_WORK ITEM_:
Using the records below, filter out every line that lacks "rule" and copy the rest.

'''

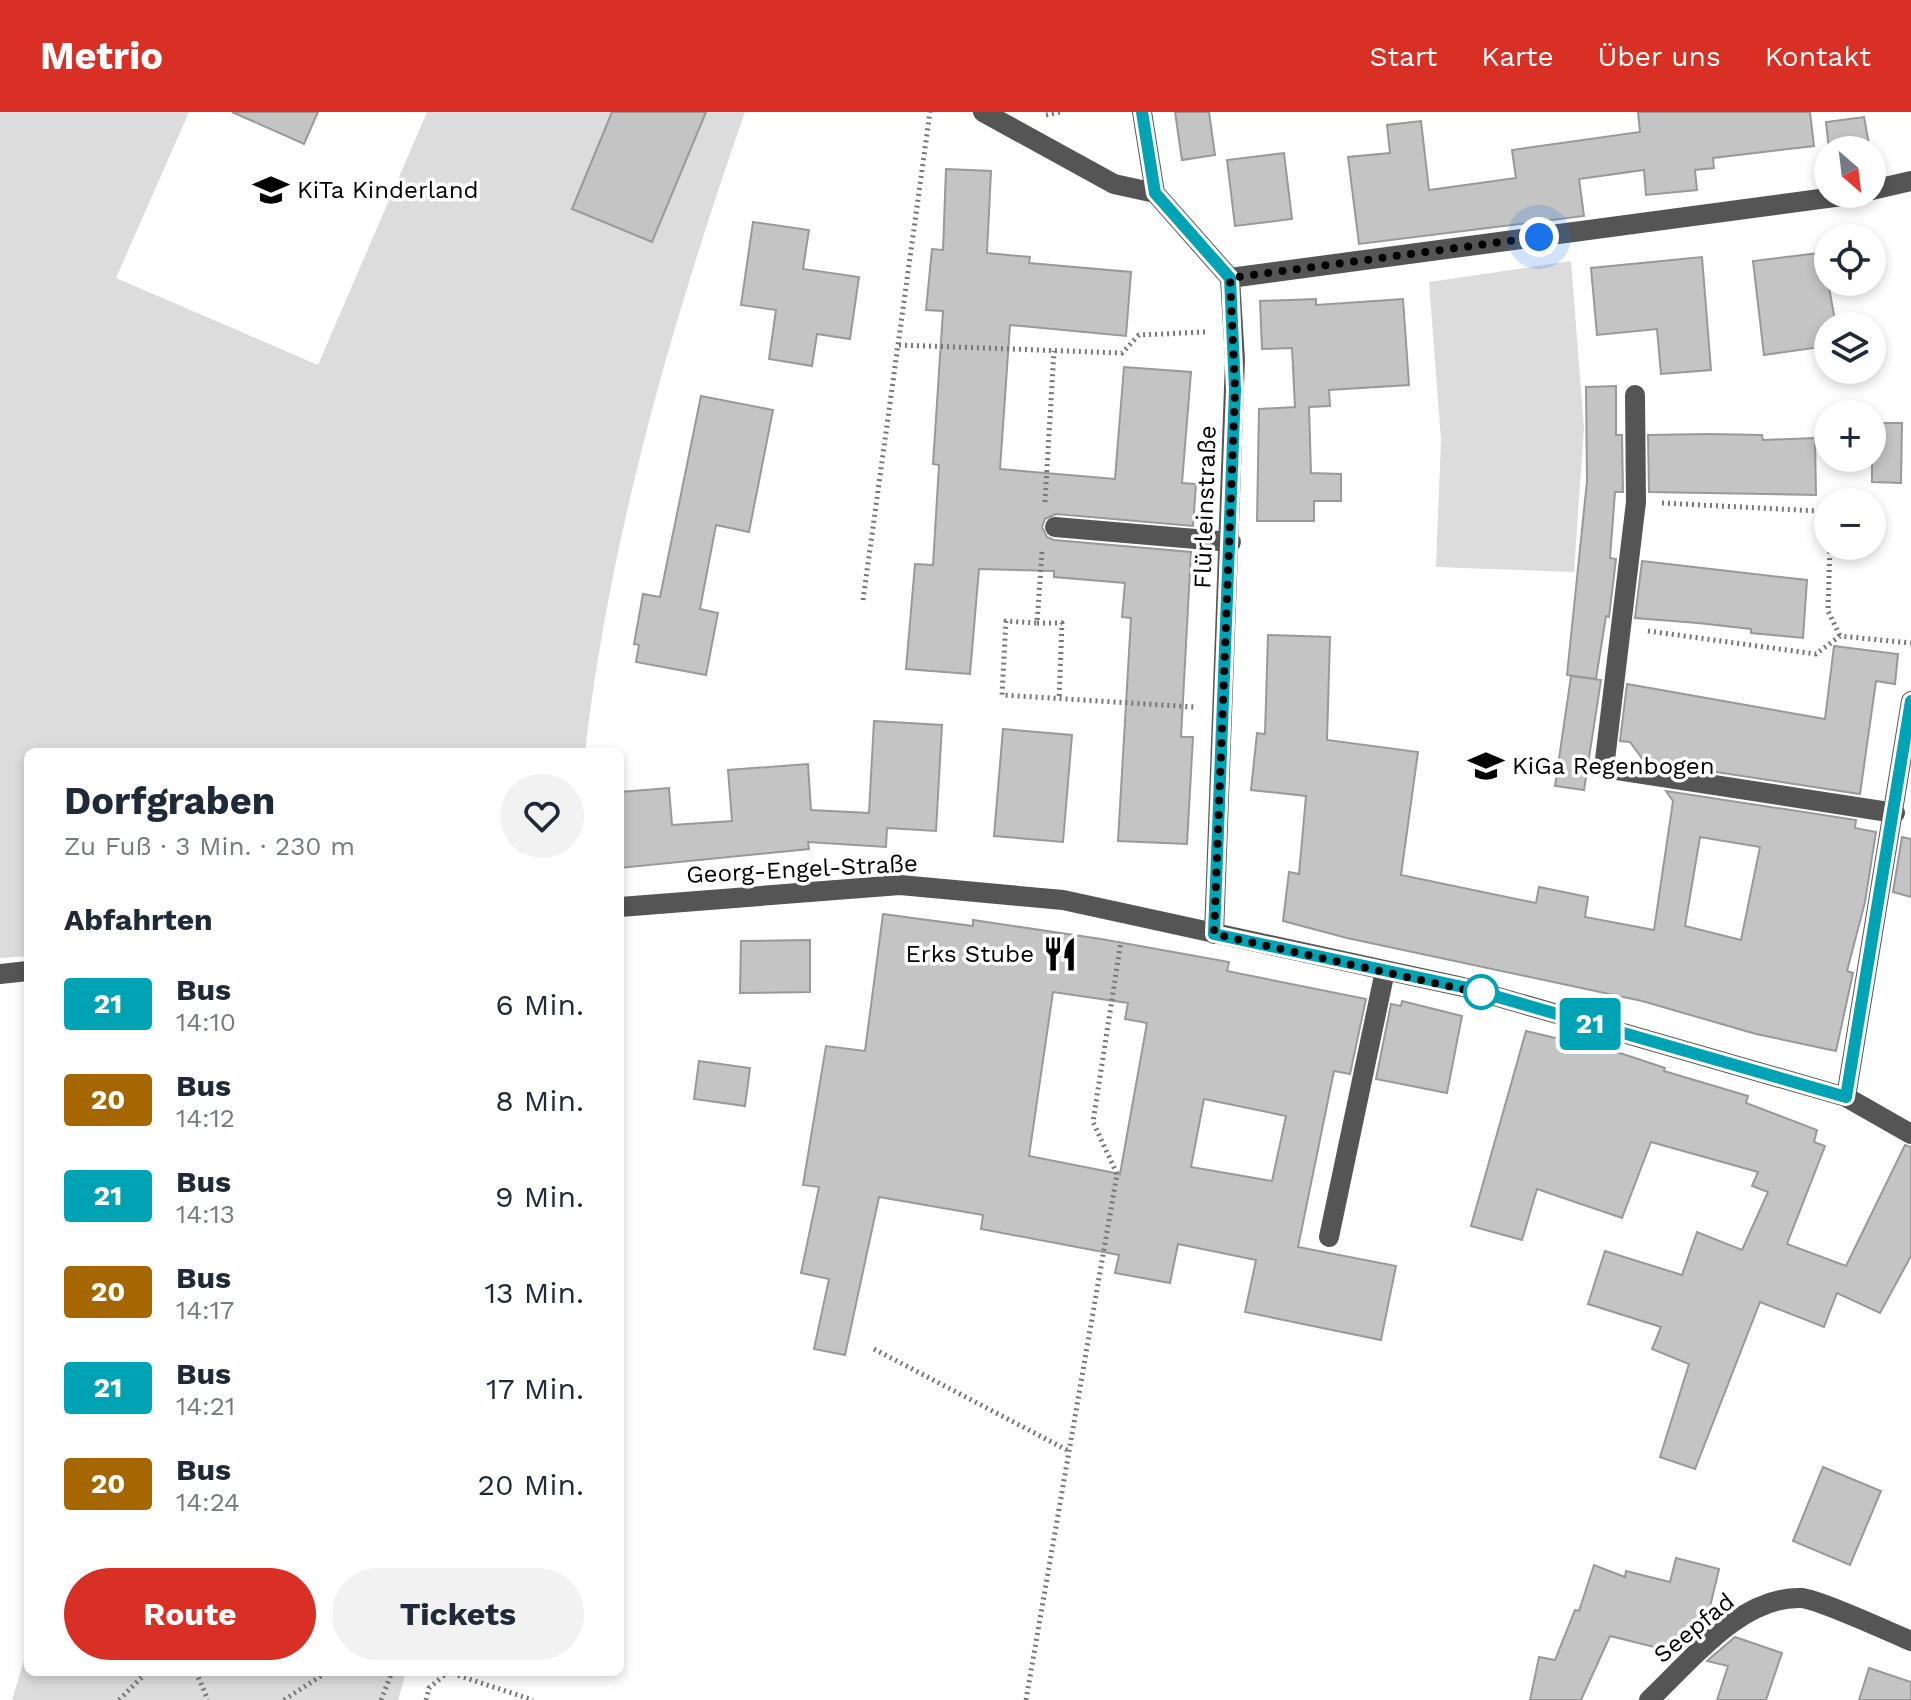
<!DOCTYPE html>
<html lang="de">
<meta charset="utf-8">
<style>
:root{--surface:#fff;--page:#f2f2f3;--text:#1f2937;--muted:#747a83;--accent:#d93025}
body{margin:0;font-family:"Work Sans",sans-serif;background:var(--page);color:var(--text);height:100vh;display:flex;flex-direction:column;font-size:30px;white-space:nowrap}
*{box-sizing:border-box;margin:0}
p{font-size:26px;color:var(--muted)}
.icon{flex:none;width:44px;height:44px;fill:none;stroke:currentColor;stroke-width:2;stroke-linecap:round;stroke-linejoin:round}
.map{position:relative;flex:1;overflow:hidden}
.sheet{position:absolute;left:24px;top:636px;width:600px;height:928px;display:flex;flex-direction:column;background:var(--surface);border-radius:12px;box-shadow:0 4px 12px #0003}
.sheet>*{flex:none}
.badge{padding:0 16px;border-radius:6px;font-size:28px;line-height:52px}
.needle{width:52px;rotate:152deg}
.tools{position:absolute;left:1814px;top:24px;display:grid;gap:16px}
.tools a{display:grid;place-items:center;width:72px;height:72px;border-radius:50%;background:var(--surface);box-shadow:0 4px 12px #0003;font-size:40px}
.you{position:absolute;width:40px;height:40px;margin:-20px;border:6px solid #fff;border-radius:50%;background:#1a73e8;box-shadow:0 0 0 12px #1a73e833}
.map>.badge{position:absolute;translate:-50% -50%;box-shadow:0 0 0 4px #fff}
h2{padding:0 40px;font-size:30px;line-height:72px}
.round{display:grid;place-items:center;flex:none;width:84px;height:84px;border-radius:42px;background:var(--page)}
.head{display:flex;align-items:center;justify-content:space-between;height:136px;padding:0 40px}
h1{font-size:38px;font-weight:700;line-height:60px}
.action{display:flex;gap:16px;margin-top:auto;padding:16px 40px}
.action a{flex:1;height:92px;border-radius:48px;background:var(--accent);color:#fff;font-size:32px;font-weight:700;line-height:92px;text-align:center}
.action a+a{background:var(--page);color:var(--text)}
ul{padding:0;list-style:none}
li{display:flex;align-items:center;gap:24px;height:96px;padding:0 40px}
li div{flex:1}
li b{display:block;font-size:30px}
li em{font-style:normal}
li .badge{min-width:88px;font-weight:700;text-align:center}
header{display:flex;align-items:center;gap:48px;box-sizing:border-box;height:112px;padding:0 40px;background:var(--accent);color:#fff}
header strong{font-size:38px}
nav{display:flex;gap:44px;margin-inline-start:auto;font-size:28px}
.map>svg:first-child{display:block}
.green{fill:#dcdcdc}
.building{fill:#c4c4c4;stroke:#999;stroke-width:2;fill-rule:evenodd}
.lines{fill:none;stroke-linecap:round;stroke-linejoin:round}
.path{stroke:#777;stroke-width:5;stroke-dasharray:2 4;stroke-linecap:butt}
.minor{stroke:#555;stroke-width:20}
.line-casing{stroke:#fff;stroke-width:18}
.line{stroke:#00a3b4;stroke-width:12}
.walk{stroke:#000;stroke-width:8;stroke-dasharray:0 14.4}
.stop-dot{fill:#fff;stroke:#00a3b4;stroke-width:4}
.labels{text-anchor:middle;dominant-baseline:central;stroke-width:7;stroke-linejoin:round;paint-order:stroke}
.poi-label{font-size:24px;fill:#000;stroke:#fff;text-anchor:start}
.street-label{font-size:24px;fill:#000;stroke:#fff}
</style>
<header>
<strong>Metrio</strong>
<nav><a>Start</a><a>Karte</a><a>Über uns</a><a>Kontakt</a></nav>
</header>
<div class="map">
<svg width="1911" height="1588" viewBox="0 0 1911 1588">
<rect width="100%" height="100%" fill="#fff"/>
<g class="green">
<path d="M0,0H189L116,166L318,253L427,0H745C673,206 610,423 585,640H28V844L0,846Z"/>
<polygon points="1571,149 1584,316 1574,460 1436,455 1441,328 1429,170"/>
<polygon points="28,1535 28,1560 406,1560 398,1588 12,1588"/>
</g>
<g class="building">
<polygon points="232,0 318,0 304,32"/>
<polygon points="612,0 706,0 652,130 572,97"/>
<polygon points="1175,0 1209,0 1215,43 1182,48"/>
<polygon points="1638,0 1810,0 1814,34 1713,46 1714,56 1695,58 1697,78 1646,83 1644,58 1579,67 1584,104 1359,132 1348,45 1390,41 1387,13 1421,9 1429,78 1516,66 1512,38 1640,20"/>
<polygon points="1864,5 1870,38 1829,38 1826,10"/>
<polygon points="1284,41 1292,107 1235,114 1227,48"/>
<polygon points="946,57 991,59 987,141 1030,145 1029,151 1131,160 1126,224 1010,213 1000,357 1115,367 1124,255 1191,260 1182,371 1196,372 1193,414 1056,402 1045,407 1042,415 1047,425 1054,428 1191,440 1181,625 1193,625 1187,732 1118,729 1131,506 1122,505 1125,471 1054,465 1054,459 979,457 970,562 906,557 915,452 933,453 939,353 933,352 943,199 926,198 932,137 943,138"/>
<polygon points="753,110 809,118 803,157 859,165 850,227 817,222 812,254 769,247 776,198 741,193"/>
<polygon points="1828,140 1828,170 1836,214 1828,214 1828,234 1764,243 1753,149"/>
<polygon points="1702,145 1711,258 1661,262 1657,217 1597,223 1591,156"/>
<polygon points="1316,187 1316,193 1403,187 1409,273 1329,278 1330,294 1309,295 1311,361 1341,362 1341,389 1314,389 1314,409 1257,409 1259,297 1295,295 1292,236 1262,237 1260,189"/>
<polygon points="1616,274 1616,323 1622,323 1623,380 1615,380 1610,446 1616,447 1609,505 1606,504 1596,567 1567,563 1587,369 1586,275"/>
<polygon points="701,284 773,298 749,420 716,413 700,497 718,501 706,563 636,550 639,533 634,532 643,482 660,485"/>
<polygon points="1872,311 1902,311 1901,371 1872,370"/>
<polygon points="1709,322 1762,323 1763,328 1815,326 1816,383 1649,380 1648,323"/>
<polygon points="1642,449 1807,468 1803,526 1751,521 1751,517 1698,511 1635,506"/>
<path d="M1268,523L1330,525L1327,628L1418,640L1401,763L1536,791L1539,775L1588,785L1585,805L1654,818L1673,689L1666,679L1856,708L1855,716L1876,720L1865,790L1847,859L1853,861L1836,939L1756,922L1642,889L1347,826L1283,809L1289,760L1299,762L1306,684L1251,678L1257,621L1265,622ZM1700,725L1760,735L1741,828L1685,814Z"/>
<polygon points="1834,534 1898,542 1895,572 1876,569 1860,682 1644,649 1630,630 1620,629 1627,572 1825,607"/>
<polygon points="1571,564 1601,568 1584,678 1555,674"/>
<polygon points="874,609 942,613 936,719 887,716 886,735 808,730 809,737 620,756 620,680 669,676 672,713 732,709 728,658 808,652 811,698 869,701"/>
<polygon points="1003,617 1072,623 1063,730 994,724"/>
<polygon points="1902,725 1911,727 1911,785 1893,780"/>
<path d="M883,802L973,814V808L1101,827L1229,850L1227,859L1366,887L1350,962L1334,959L1298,1135L1396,1154L1381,1228L1245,1200L1256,1148L1178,1132L1170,1171L1115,1161L1119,1143L981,1117L983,1103L879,1085L845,1243L814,1237L829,1167L801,1161L819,1075L803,1073L826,934L865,939ZM1053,880L1128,891L1125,907L1147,911L1120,1062L1029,1044ZM1204,987L1286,1004L1272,1069L1191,1055Z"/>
<polygon points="810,828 810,880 740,881 741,829"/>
<polygon points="1402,889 1462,904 1447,981 1376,967 1391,892 1401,894"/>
<polygon points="1526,919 1623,942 1665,956 1664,959 1748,984 1746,991 1817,1018 1814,1030 1825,1034 1787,1132 1846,1154 1905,1033 1911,1035 1911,1144 1880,1201 1837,1181 1824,1215 1760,1190 1695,1357 1660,1345 1689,1252 1652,1237 1661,1215 1588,1192 1605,1139 1682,1163 1697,1120 1742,1138 1768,1080 1752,1074 1758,1060 1651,1030 1622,1106 1537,1077 1522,1128 1471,1114"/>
<polygon points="699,949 750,956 745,994 694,987"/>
<polygon points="1823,1355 1881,1379 1850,1453 1793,1429"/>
<polygon points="1676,1446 1719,1457 1705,1516 1678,1541 1610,1524 1581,1588 1530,1588 1539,1545 1555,1548 1575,1498 1579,1499 1594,1453 1625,1465 1626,1459 1670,1470"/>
<polygon points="1735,1525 1782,1541 1766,1588 1717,1588 1728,1554 1707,1549"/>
<polygon points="1869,1556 1911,1570 1911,1588 1859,1588"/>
</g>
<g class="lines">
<g class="path">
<polyline points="1046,3 1060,0"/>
<polyline points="899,233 1122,241 1139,223 1205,220"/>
<polyline points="1045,390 1054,239"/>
<polyline points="1662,391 1818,399 1828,403"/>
<polyline points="1830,434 1828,499 1840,524"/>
<polyline points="1042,440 1037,511 1006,509 1002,583 1195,595"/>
<polyline points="863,488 930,0"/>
<polyline points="1037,511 1062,511 1059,587"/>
<polyline points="1648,519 1816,542 1840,524 1911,531"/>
<polyline points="874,1237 1067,1338"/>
<polyline points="196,1560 208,1588"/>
<polyline points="119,1588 147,1560"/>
<polyline points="284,1588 327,1560"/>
<polyline points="381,1588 392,1560"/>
<polyline points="426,1588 429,1576 448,1560 533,1588"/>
<polyline points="1026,1588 1117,1062 1093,1010 1121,829"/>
</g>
<g class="minor">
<polyline points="983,0 1114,72 1155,81"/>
<polyline points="1142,0 1155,81 1230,166 1235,248 1214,822"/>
<polyline points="1872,78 1911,69"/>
<polyline points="1230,166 1857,82"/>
<polyline points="1635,283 1636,390 1604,656 1895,701"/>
<polyline points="1055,415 1231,430"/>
<polyline points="620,795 900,773 1063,788 1463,875 1846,985 1911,1022"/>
<polyline points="0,862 28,859"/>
<polyline points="1846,985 1911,589"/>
<polyline points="1329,1125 1385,859"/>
<path d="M1649,1588C1689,1551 1740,1484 1801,1486C1818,1487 1890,1520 1911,1529"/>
</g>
</g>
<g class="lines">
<g class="line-casing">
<polyline id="line" points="1142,0 1155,81 1230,166 1235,278 1214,822 1463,875 1846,985 1911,589"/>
</g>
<use href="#line" class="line"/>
<polyline class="walk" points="1481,880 1493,884 1214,822 1235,278 1230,166 1539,125"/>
</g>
<defs>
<g id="school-bare" transform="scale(2.76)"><path d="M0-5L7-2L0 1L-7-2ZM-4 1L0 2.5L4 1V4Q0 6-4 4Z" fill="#000" stroke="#fff" stroke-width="2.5" paint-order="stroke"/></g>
<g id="restaurant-bare" transform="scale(2.76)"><path d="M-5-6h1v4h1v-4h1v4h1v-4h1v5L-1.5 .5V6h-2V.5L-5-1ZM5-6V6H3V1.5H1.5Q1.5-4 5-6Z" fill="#000" stroke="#fff" stroke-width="2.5" paint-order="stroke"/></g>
</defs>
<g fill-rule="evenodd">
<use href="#school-bare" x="271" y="78"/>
<use href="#school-bare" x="1486" y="654"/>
<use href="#restaurant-bare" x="1060" y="842"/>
</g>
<circle class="stop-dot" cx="1481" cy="880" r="16"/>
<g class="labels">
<g class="poi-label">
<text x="297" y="78">KiTa Kinderland</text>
<text x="1512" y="654">KiGa Regenbogen</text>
<text x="1034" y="842" text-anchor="end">Erks Stube</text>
</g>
<g class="street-label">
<text transform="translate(1205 395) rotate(-88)">Flürleinstraße</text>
<text transform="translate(802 757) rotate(-3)">Georg-Engel-Straße</text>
<text transform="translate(1694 1516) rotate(-39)">Seepfad</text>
</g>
</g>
</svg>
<div class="tools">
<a><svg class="needle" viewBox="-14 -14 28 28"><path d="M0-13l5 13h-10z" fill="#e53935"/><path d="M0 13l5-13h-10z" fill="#747a83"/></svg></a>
<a><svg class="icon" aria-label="locate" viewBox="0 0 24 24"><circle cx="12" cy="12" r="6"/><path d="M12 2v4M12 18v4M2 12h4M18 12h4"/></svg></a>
<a><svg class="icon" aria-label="layers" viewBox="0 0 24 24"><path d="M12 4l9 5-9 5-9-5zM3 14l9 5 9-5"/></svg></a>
<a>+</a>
<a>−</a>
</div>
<div class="you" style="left:1539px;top:125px"></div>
<b class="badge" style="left:1590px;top:912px;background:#00a3b4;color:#fff">21</b>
<section class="sheet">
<div class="head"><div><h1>Dorfgraben</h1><p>Zu Fuß · 3 Min. · 230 m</p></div><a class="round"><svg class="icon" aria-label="heart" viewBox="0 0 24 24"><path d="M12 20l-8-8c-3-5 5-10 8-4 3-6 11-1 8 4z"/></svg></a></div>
<h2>Abfahrten</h2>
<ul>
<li><span class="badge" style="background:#00a3b4;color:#fff">21</span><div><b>Bus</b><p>14:10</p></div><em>6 Min.</em></li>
<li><span class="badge" style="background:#a76700;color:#fff">20</span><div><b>Bus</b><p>14:12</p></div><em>8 Min.</em></li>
<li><span class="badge" style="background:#00a3b4;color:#fff">21</span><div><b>Bus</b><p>14:13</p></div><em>9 Min.</em></li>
<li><span class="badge" style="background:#a76700;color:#fff">20</span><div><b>Bus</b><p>14:17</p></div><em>13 Min.</em></li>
<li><span class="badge" style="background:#00a3b4;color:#fff">21</span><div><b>Bus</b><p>14:21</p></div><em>17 Min.</em></li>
<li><span class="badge" style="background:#a76700;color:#fff">20</span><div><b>Bus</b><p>14:24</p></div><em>20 Min.</em></li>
</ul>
<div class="action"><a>Route</a><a>Tickets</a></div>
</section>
</div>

'''

_WRITTEN RESPONSE_:
.building{fill:#c4c4c4;stroke:#999;stroke-width:2;fill-rule:evenodd}
<g fill-rule="evenodd">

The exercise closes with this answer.